(Records from a collection)
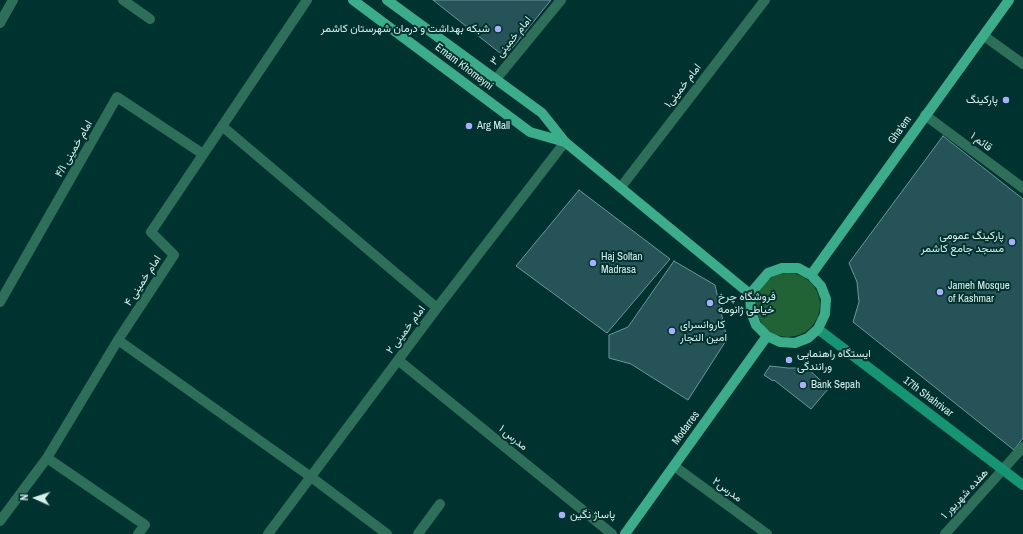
<!DOCTYPE html>
<html>
<head>
<meta charset="utf-8">
<style>
	body { margin:0 }
	#map { position:relative; width:1023px; height:534px; overflow:hidden; background:#00322f; font-family:"Archivo Narrow",sans-serif }
	canvas { display:block }
	.north { position:absolute; left:16px; top:478px; width:40px; height:40px; -webkit-text-stroke:3px #00322f; paint-order:stroke; rotate:273deg; font-size:11px; font-weight:700; line-height:16px; text-align:center; color:#d7eeeb }
	.north::after { content:''; display:block; margin:auto; width:14px; height:18px; background:#d7eeeb; clip-path:polygon(50% 0,100% 100%,50% 72%,0 100%) }
</style>
</head>
<body>
<div id="map">
<canvas width="1023" height="534"></canvas>
<div class="north">N</div>
</div>
<script>
const context = document.querySelector('canvas').getContext('2d');
context.lineJoin = 'round';
function fill(path, color) {
  context.fillStyle = color;
  context.fill(path, 'evenodd');
}
function toPath(rows) {
  const path = new Path2D();
  for (const r of rows) {
    if (r.length === 3) {
      path.moveTo(r[0] + r[2], r[1]);
      path.arc(r[0], r[1], r[2], 0, 2 * Math.PI);
      continue;
    }
    path.moveTo(r[0], r[1]);
    for (let i = 2; i < r.length; i += 2) path.lineTo(r[i], r[i + 1]);
  }
  return path;
}
function stroke(path, color, width, dash) {
  context.strokeStyle = color;
  context.lineWidth = width;
  context.lineCap = dash ? 'butt' : 'round';
  context.setLineDash(dash || []);
  context.stroke(path);
}
function write(font, color, halo, rows, align = 'center') {
  context.font = font + ' "Archivo Narrow",Vazirmatn,sans-serif';
  context.lineWidth = 4;
  context.setLineDash([]);
  context.textBaseline = 'middle';
  context.strokeStyle = halo;
  context.fillStyle = color;
  for (const [text, x, y, turn = 0] of rows) {
    context.save();
    context.translate(x, y);
    context.rotate((+turn || 0) * Math.PI / 180);
    context.textAlign = isNaN(turn) ? turn : align;
    if (halo) context.strokeText(text, 0, 0);
    context.fillText(text, 0, 0);
    context.restore();
  }
}
fill(toPath([
	[788,305,32]
]), '#226336');
const building = toPath([
	[433,0,551,0,505,57,433,0],
	[943,136,1023,199,1023,438,1014,450,853,322,859,302,857,282,849,263,943,136],
	[579,190,670,259,607,333,516,266,579,190],
	[674,261,715,285,727,339,688,400,631,364,609,358,609,335,628,327,674,261],
	[770,366,788,368,807,368,829,388,811,409,774,380,773,381,764,375,770,366]
]);
fill(building, '#265358');
stroke(building, '#6a979d', 1);
stroke(toPath([
	[123,0,150,19],
	[0,23,13,0],
	[984,36,1023,64],
	[496,79,561,0],
	[925,115,1023,188],
	[222,126,437,308],
	[621,187,765,0],
	[0,302,117,97,203,154],
	[118,340,311,477,387,534],
	[398,360,612,534],
	[47,458,145,525,138,534],
	[674,466,767,534],
	[0,521,47,458,118,340,174,255,151,232,307,0],
	[268,534,437,308,565,142],
	[418,534,440,504],
	[945,534,1023,447]
]), '#2d6f59', 10);
stroke(toPath([
	[818,329,1023,485]
]), '#159573', 10);
stroke(toPath([
	[353,0,530,132,565,142],
	[387,0,542,113,565,142,750,294],
	[782,268,798,268,811,275,821,286,826,299,825,314,818,329,808,338,795,343,780,342,767,336,756,325,751,312,750,294,768,273,782,268],
	[811,275,1009,0],
	[625,534,767,336]
]), '#3bad8a', 10);
for (const [x, y, r, color] of [
	[498,29,4,"#a8b0fc"],
	[1006,100,4,"#a8b0fc"],
	[469,126,4,"#a8b0fc"],
	[1012,242,4,"#a8b0fc"],
	[593,263,4,"#a8b0fc"],
	[940,292,4,"#a8b0fc"],
	[710,303,4,"#a8b0fc"],
	[672,331,4,"#a8b0fc"],
	[789,360,4,"#a8b0fc"],
	[803,385,4,"#a8b0fc"],
	[562,515,4,"#a8b0fc"]
]) {
  const dot = new Path2D();
  dot.arc(x, y, r, 0, 2 * Math.PI);
  context.fillStyle = color;
  context.fill(dot);
  stroke(dot, '#00322f', 1.5);
}
write('11px', '#d7eeeb', '#00322f', [
	["شبکه بهداشت و درمان شهرستان کاشمر",490,29,"right"],
	["پارکینگ",998,100,"right"],
	["Arg Mall",477,126],
	["پارکینگ عمومی",1004,236,"right"],
	["مسجد جامع کاشمر",1004,249,"right"],
	["Haj Soltan",601,257],
	["Madrasa",601,270],
	["Jameh Mosque",948,286],
	["of Kashmar",948,299],
	["فروشگاه چرخ",718,297],
	["خیاطی ژانومه",718,310],
	["کاروانسرای",680,325],
	["امین التجار",680,338],
	["ایستگاه راهنمایی",797,354],
	["ورانندگی",797,367],
	["Bank Sepah",811,385],
	["پاساژ نگین",570,515]
], 'left');
write('11px', '#d7eeeb', '#00322f', [
	["امام خمینی ۳",511,41,-51],
	["Emam Khomeyni",464,67,37],
	["امام خمینی۱",683,86,-52],
	["Gha'em",900,130,-54],
	["قائم ۱",981,142,37],
	["امام خمینی ۴/۱",74,149,-60],
	["امام خمینی ۴",143,281,-57],
	["امام خمینی ۲",406,330,-53],
	["17th Shahrivar",928,397,37],
	["Modarres",686,428,-54],
	["مدرس ۱",513,438,39],
	["مدرس۲",727,490,36],
	["هفده شهریور ۱",965,494,-47]
]);
</script>
</body>
</html>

TASK ITEM:
Where a line in the records above holds the string "lineWidth", it counts toward the total; give that total alone.

RESULT:
2